Not understanding how to make iterable dataset

EvanZ · December 8, 2022, 3:31pm

I’m having a hard time understanding the example iterable dataset in the docs, and how to apply it to my own code. The example code is:

>>> class MyIterableDataset(torch.utils.data.IterableDataset):
...     def __init__(self, start, end):
...         super(MyIterableDataset).__init__()
...         assert end > start, "this example code only works with end >= start"
...         self.start = start
...         self.end = end
...
...     def __iter__(self):
...         worker_info = torch.utils.data.get_worker_info()
...         if worker_info is None:  # single-process data loading, return the full iterator
...             iter_start = self.start
...             iter_end = self.end
...         else:  # in a worker process
...             # split workload
...             per_worker = int(math.ceil((self.end - self.start) / float(worker_info.num_workers)))
...             worker_id = worker_info.id
...             iter_start = self.start + worker_id * per_worker
...             iter_end = min(iter_start + per_worker, self.end)
...         return iter(range(iter_start, iter_end))
...

In the IterableDataset I have created it loops through a set of files (the data is already randomly shuffled, so that is not an issue), and yields one row at a time:

    def __iter__(self) -> Iterator[dict]:
        for file in self.files:
            if self.compressed:
                fopen = BZ2File(filename=file, mode='r')
            else:
                fopen = open(file=file, mode='r')

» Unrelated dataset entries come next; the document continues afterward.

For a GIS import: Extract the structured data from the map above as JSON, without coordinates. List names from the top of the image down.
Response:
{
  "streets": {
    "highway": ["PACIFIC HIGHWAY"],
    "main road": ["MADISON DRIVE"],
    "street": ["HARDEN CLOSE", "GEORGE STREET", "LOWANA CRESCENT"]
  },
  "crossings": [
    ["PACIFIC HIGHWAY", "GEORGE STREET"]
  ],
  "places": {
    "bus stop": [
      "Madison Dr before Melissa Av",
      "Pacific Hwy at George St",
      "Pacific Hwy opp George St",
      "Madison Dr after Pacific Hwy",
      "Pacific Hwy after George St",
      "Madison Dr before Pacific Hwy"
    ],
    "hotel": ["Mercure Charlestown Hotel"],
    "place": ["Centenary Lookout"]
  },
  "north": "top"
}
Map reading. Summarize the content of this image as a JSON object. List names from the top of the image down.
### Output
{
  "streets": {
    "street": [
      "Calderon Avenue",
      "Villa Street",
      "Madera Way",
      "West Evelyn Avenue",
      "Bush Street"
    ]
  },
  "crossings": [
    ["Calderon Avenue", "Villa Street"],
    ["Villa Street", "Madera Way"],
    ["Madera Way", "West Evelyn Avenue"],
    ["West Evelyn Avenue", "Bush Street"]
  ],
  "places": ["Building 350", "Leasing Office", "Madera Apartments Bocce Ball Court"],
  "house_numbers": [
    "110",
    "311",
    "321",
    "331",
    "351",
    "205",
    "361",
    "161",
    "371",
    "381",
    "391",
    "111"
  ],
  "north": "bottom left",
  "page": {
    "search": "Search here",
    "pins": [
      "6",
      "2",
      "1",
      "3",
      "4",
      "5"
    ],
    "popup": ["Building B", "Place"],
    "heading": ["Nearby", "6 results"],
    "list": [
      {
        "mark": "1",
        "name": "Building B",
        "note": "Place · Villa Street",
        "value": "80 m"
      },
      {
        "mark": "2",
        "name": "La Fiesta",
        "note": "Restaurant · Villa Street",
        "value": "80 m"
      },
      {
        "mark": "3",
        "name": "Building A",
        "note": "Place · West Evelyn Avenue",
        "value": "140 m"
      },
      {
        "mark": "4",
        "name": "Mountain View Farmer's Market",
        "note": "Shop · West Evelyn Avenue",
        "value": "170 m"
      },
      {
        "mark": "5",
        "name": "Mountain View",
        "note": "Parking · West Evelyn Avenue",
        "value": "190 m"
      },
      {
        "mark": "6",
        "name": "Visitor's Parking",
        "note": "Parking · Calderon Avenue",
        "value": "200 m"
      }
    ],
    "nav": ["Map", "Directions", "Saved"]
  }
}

            with fopen as f:
                for row in f:
                    data = json.loads(row)
                    tokens = data['words']
                    tokens = tokens[:self.max_length]
                    random.shuffle(tokens)
                    indices, mask = self.tokens_to_indices(tokens)

                    item = {
                        'src': indices,
                        'mask': mask,
                        'label': data['label']
                    }

                    yield item

I’m not sure how it would make sense to return an iterator in this scenario. Any advice would be appreciated!

actuallyaswin · December 8, 2022, 4:42pm

It’s fine to use yield inside the __iter__ function. To instantiate the dataset and use it, you can do something similar to the following:

dataset = MyIterableDataset(...)
dataset = iter(dataset)  # makes it actually iterable

for n_iteration in range(100):
   batch_item = next(dataset)
   # batch_item is a dict with "src", "mask", and "label"
   ...

Note that your dataset will eventually “end” since you’re doing a finite for-loop over self.files. If you want your IterableDataset to continue indefinitely, just wrap everything with a while-loop at the top, e.g.:

    def __iter__(self) -> Iterator[dict]:
        while True:
            for file in self.files:
                if self.compressed:
            ...

EvanZ · December 8, 2022, 5:46pm

Hey @actuallyaswin thanks for your response! So about the last point you made that eventually the dataset will “end”, I found actually that isn’t the case. In fact it keeps iterating through batches even after it should have already exhausted all the data. But…perhaps this is a behavior for pytorch-lightning which I’m using to train the model.

EvanZ · December 8, 2022, 9:23pm

On a related note it looks like I can take advantage of multiple workers simply using islice when iterating over the files:

        worker_total_num = torch.utils.data.get_worker_info().num_workers
        worker_id = torch.utils.data.get_worker_info().id
        for file in self.files:
            if self.compressed:
                fopen = BZ2File(filename=file, mode='r')
            else:
                fopen = open(file=file, mode='r')

            with fopen as f:
                for row in islice(f,worker_id,None,worker_total_num):